It should reflect on knowledge creation, as well as on technological or socio-economic value to the community. Operational Definitions of Key Terms This gives the definitions of major terms as they are used in the study. Key terms are ideally found in the research title, research instrument and other parts of the study where the terms need to be operationally defined in this section. CHAPTER TWO REVIEW OF RELATED LITERATURE Introduction This gives a short introduction on the coverage of this chapter. Concepts, Ideas, Opinions From Authors/ Experts
This section deals with the analysis of the literature related to the subject of the study with the objective of seeing the concepts, ideas and opinions of scholars/experts. The review must be focused on the study variables by reviewing literature under the sub-themes which synchronize with the research objectives or questions or hypothesis. It should show relationships identified by previous researchers. When the literature review is so structured it would be easy when discussing the researcher's findings to relate and compare these findings with previous findings in the reviewed literature.
The review should identify the gaps existing in literature and specify the ones that the research will focus on. Proper citations/end noting must also be reflected. Theoretical Perspectives This should discuss the theory to which the study is based (one for each independent and dependent variable or combined). One or more theories may need to be discussed in this section if the topic is a well-researched area with various antecedents before arriving at a theory or synthesis of two or more theories that will serve as the pivot for the study.
In some cases where few studies have been undertaken, there may be no theories to draw upon. In such a case, the conceptual framework shall be used. Related Studies This portion discusses past empirical investigations similar to or related to the present study. CHAPTER THREE METHODOLOGY Research Design It is the strategy used in the study. A researcher should be able to identify and isolate the design most appropriate for a study. It could be experimental, quasi-experimental, descriptive survey, historical, ex post facto, action research, evaluation research, etc.
A researcher should make the form or design of investigation explicit and provide a justification for the choice. He can also indicate if the approach he is adopting is quantitative or qualitative or both. Research Population A population is the complete collection of all the elements that are of interest in a particular investigation. A target population is the population to which the researcher ultimately wants to generalize the results. This target population is the population from which the sample will be drawn. The result can best be generalized to the accessible population.
They can, at times be generalized to the target population also, if the two populations are very similar. The sample drawn from the target population become the research subjects (if they are inanimate objects or animals) or the research respondents of the study (if they are humans/individuals who answers the research instrument administered). Relevant characteristics of the subjects or respondents must be stated as well as the inclusion and exclusion criteria in selecting the subjects or respondents identified. Sample Size What size of sample can represent the accessible population?
The ideal size varies with the population size. There are laid down rules and tables to assist in determining the size of a representative sample.

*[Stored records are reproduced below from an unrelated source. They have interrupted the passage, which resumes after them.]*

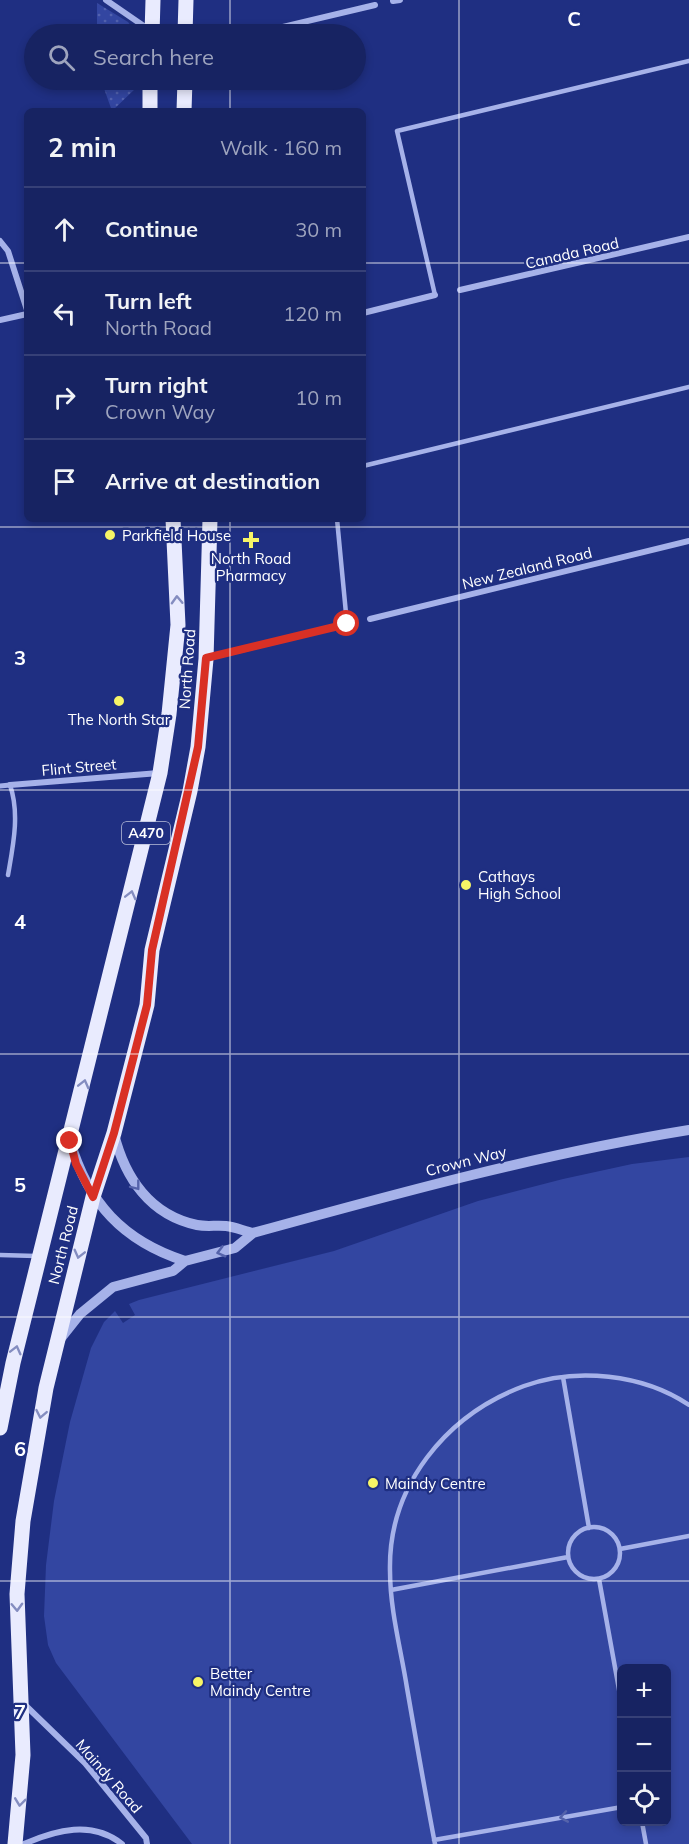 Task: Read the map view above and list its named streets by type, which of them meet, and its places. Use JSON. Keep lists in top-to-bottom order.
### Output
{
  "streets": {
    "main road": ["North Road", "A470"],
    "street": [
      "Canada Road",
      "New Zealand Road",
      "Flint Street",
      "Crown Way",
      "Maindy Road"
    ]
  },
  "crossings": [
    ["North Road", "Flint Street"],
    ["North Road", "Crown Way"],
    ["North Road", "Maindy Road"]
  ],
  "places": {
    "other": [
      "Parkfield House",
      "The North Star",
      "Cathays High School",
      "Maindy Centre",
      "Better Maindy Centre"
    ],
    "health": ["North Road Pharmacy"]
  },
  "page": {
    "search": "Search here",
    "heading": ["2 min", "Walk · 160 m"],
    "list": [
      ["Continue", "30 m"],
      ["Turn left", "North Road", "120 m"],
      ["Turn right", "Crown Way", "10 m"],
      "Arrive at destination"
    ],
    "map_buttons": ["+", "−"]
  },
  "grid": {
    "columns": ["C"],
    "rows": [
      "3",
      "4",
      "5",
      "6",
      "7"
    ]
  }
}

Researchers are to indicate the population size and the corresponding sample size and quote an authority that supports the sufficiency of the sample size. There are various formula used for sample size calculation depending on the research design. How the sample size is arrived at should be clearly stated. Sampling Procedure The sample should be a representation of the population. In other words most characteristics of the population should be represented in the selected sample.
This calls for the use of a suitable sampling strategy. The procedure adopted should ensure that the selected sample represents the population. This should be clearly explained. Research Instrument There are varieties of research instruments or tools that can be used to collect data. Examples include the Questionnaire, Interview Guide, and Observations Checklist. The researcher needs to indicate the research instrument(s) he intends to use. whether researcher devised/structured by the researcher or standardized research instrument.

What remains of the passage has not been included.